En la televisión pasaban el comercial
del gordo que había adelgazado con un té: mi hijo me pidió que no
fuera a su partido de fútbol y yo le pregunté ¿por qué, acaso te
doy vergüenza? —el exgordo lloraba, le pedía a la cámara que no
lo filmara, la cámara lo filmaba igual—. Inés lagrimeaba con ese
comercial. No estaba gorda, nunca había sido gorda, pero el drama
del tipo le tocaba alguna fibra.
Esa
mañana había intentado hablar con Michel. Desde el día de la
mudanza no tenía noticias de él. Le marcó al celular y no
contestó; quizá estaba trabajando. Recién le había vuelto a
marcar, pero tampoco. Todavía no era mediodía y ya estaba agotada.
La noche anterior había soñado que se le caían los dedos de los
pies. Últimamente le dolían los pies y a veces los sentía como
gangrenados. Era una sensación parecida a la que tuvo aquella vez en
Boston, cuando las piernas se le paralizaron. Michel estaba haciendo
su posgrado y ella había ido a visitarlo: era invierno. El médico
de allá le dijo que tenía graves problemas de circulación. «¡Como
cualquier pinche avenida!», contestó Inés, jocosa, pero ni el
médico ni Michel se rieron de su chiste.
El
exgordo había cambiado de locación y de vestuario; ahora, enfundado
en un traje negro, posaba en un balcón con vista a una ciudad con
muchas luces: hacía años que no me veía el pene.
—Pene
—repitió Inés—, qué fea palabra.
—Buenos
días, señora.
En
la puerta del estudio estaba la mujer que limpiaba. Tenía un vestido
de botones hasta el cuello, con el calor que hacía. Inés apagó el
televisor.
—Buen
día…
No
recordaba el nombre, era la segunda vez que la veía.
—Glenda,
señora.
Inés
asintió. Glenda también asintió, entró al estudio y le dio un
sobre que estaba en el buzón.
—Gracias.
Inés
se incorporó, se aplastó el pelo con las manos. Se sentía áspero,
como la barba incipiente de un hombre.
—Estaré
en la cocina por cualquier cosa.
Glenda
se dio vuelta.

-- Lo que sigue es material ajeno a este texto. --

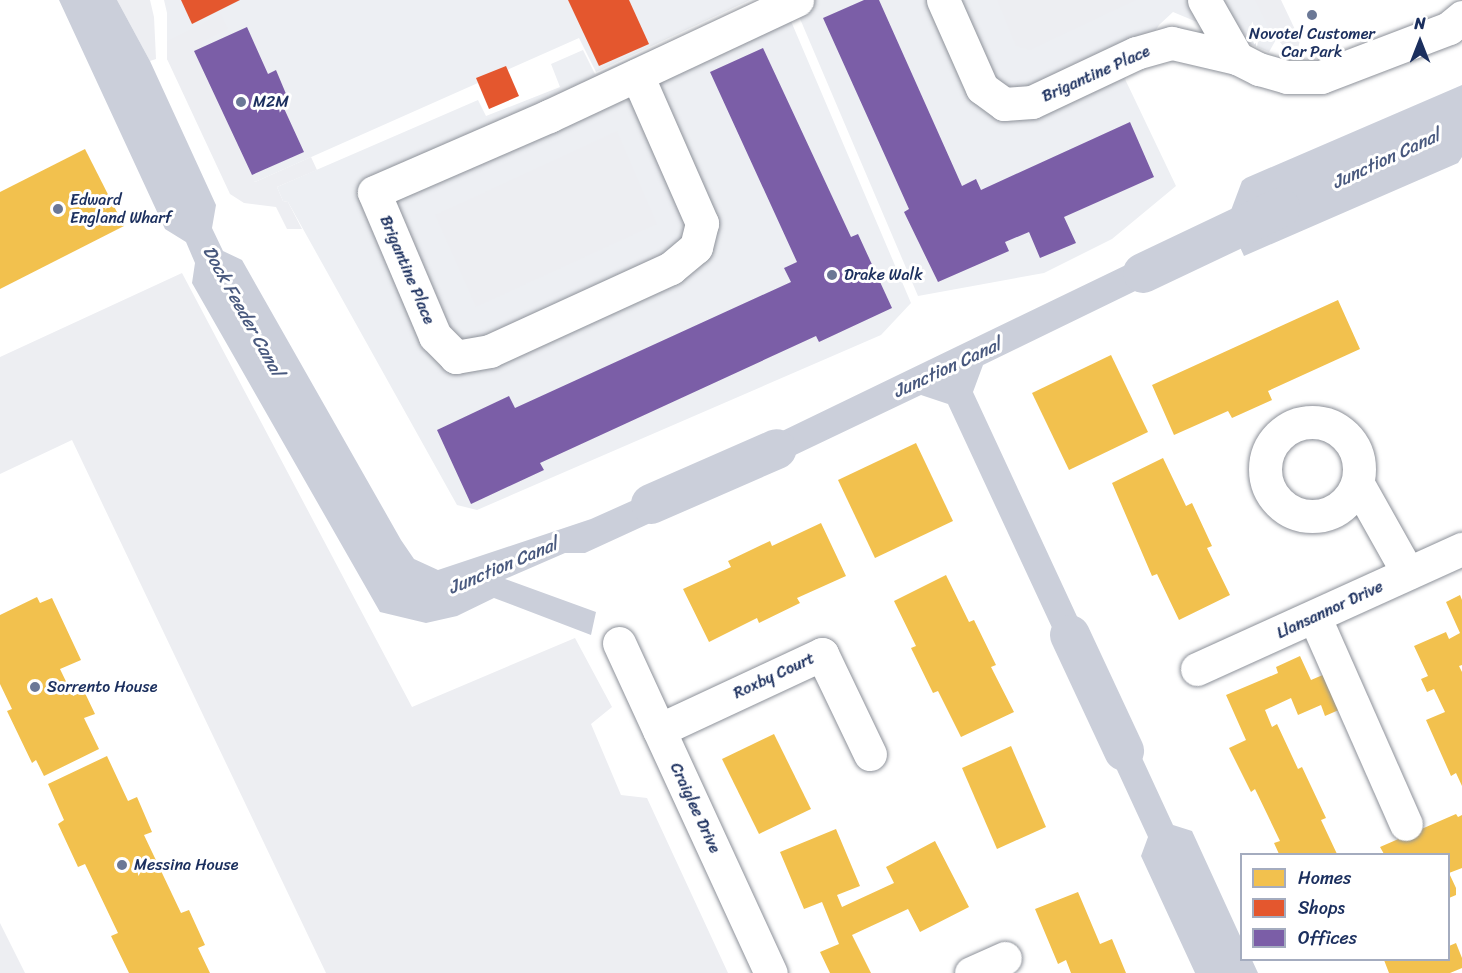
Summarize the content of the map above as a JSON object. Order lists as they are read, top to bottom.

Era una morena grandota, de voz muy grave.
El
sobre traía una tarjeta que decía «Brunch». La enviaban del
condominio Las Palmeras y estaba dirigida a Gerardo y a ella, con
nombre y apellido. Se preguntó cómo habrían averiguado eso.
Llevaba una semana ahí, escasamente.
Salió
del estudio con la tarjeta en la mano. Atravesó la sala, abrió las
persianas y la luz entró como un chorro de agua con mucha presión.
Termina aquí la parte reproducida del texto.